Collected data entries
════════

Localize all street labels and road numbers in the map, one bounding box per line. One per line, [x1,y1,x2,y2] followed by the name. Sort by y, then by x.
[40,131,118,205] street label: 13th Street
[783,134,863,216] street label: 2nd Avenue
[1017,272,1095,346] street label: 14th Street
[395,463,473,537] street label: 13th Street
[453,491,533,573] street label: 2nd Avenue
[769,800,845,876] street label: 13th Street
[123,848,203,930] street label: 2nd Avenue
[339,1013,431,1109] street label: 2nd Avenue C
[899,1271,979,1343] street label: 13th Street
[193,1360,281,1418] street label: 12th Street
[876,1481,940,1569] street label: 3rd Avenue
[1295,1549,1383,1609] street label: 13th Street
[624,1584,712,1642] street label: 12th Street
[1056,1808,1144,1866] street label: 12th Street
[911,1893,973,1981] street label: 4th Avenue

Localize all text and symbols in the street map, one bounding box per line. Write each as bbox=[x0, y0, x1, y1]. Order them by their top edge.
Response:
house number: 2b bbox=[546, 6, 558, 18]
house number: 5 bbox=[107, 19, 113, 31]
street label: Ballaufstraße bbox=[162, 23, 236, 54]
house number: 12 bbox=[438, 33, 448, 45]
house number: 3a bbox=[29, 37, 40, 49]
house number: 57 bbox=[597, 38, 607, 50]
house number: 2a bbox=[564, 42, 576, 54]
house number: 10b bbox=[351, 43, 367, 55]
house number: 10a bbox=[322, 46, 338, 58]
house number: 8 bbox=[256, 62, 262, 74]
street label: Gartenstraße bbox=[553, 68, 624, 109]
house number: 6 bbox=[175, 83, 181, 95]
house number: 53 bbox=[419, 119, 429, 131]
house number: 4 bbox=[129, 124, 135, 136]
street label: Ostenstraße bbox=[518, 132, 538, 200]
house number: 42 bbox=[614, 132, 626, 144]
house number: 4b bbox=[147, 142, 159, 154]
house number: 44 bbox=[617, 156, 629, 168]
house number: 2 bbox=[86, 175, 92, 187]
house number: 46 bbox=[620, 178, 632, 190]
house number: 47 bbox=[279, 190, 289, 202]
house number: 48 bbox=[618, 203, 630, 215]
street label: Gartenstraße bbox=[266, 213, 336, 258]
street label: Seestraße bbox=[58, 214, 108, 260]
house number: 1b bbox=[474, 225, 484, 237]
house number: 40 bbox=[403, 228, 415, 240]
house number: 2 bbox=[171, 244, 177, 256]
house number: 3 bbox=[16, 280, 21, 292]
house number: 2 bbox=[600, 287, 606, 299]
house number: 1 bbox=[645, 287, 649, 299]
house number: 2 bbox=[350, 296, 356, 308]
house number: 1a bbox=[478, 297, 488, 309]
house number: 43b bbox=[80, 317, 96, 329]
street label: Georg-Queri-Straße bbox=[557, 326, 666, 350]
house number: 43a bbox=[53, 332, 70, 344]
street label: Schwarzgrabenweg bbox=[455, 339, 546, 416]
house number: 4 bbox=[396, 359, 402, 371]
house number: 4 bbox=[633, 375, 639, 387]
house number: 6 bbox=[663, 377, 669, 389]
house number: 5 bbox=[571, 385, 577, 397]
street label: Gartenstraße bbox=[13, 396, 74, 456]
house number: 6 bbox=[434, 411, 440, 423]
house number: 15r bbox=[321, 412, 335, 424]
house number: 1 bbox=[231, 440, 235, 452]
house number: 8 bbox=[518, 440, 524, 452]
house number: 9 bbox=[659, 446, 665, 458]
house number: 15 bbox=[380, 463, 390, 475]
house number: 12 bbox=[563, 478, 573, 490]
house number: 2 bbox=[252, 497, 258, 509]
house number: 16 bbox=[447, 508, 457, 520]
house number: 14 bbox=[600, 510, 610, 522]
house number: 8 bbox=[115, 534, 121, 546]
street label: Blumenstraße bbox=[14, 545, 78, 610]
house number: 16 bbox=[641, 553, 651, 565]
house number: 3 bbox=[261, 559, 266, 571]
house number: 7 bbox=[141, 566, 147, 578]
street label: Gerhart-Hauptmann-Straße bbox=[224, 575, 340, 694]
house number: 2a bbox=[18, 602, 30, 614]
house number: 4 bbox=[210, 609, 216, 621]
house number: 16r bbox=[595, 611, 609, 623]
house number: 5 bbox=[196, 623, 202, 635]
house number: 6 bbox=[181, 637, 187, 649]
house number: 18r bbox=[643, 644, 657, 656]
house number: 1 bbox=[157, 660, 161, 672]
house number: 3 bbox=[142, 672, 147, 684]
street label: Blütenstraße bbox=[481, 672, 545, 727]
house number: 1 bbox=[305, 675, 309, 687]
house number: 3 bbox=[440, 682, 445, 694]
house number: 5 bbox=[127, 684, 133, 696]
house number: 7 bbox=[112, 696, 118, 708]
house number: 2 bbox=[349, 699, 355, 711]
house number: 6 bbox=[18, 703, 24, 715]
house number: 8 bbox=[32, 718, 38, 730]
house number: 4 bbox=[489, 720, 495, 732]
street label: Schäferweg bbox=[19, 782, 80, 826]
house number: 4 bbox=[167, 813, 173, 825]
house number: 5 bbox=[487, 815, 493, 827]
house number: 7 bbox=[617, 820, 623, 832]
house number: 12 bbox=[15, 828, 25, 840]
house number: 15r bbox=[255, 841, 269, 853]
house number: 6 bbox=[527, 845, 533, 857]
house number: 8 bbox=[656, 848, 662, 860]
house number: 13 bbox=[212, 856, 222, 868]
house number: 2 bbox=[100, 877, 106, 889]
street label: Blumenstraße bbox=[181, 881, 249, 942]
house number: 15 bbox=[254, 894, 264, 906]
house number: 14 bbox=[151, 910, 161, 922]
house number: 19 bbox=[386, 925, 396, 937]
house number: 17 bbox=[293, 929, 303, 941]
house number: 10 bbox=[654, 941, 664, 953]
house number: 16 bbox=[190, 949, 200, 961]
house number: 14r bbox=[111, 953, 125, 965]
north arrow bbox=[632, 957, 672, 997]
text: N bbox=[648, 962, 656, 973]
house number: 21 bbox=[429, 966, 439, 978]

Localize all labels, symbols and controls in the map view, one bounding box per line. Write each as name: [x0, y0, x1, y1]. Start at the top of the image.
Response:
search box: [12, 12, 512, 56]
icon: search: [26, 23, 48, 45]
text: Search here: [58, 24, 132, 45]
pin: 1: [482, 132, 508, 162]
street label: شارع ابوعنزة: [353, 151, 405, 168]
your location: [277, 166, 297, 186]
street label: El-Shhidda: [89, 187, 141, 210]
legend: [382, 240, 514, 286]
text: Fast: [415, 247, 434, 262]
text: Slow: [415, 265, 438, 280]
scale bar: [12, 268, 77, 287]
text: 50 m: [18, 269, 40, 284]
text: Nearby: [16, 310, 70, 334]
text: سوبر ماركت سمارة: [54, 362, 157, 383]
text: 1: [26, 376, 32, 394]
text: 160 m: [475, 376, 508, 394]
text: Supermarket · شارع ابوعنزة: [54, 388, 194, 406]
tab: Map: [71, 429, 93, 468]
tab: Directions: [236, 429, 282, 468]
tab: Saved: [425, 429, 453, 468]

════════

ASSIGNED TASK:
Could you please retype the lines from the start of the data through the line with "Localize all text", both included, and nothing else?

SOLUTION TO THIS PROBLEM:
Localize all street labels and road numbers in the map, one bounding box per line. One per line, [x1,y1,x2,y2] followed by the name. Sort by y, then by x.
[40,131,118,205] street label: 13th Street
[783,134,863,216] street label: 2nd Avenue
[1017,272,1095,346] street label: 14th Street
[395,463,473,537] street label: 13th Street
[453,491,533,573] street label: 2nd Avenue
[769,800,845,876] street label: 13th Street
[123,848,203,930] street label: 2nd Avenue
[339,1013,431,1109] street label: 2nd Avenue C
[899,1271,979,1343] street label: 13th Street
[193,1360,281,1418] street label: 12th Street
[876,1481,940,1569] street label: 3rd Avenue
[1295,1549,1383,1609] street label: 13th Street
[624,1584,712,1642] street label: 12th Street
[1056,1808,1144,1866] street label: 12th Street
[911,1893,973,1981] street label: 4th Avenue

Localize all text and symbols in the street map, one bounding box per line. Write each as bbox=[x0, y0, x1, y1]. Order them by their top edge.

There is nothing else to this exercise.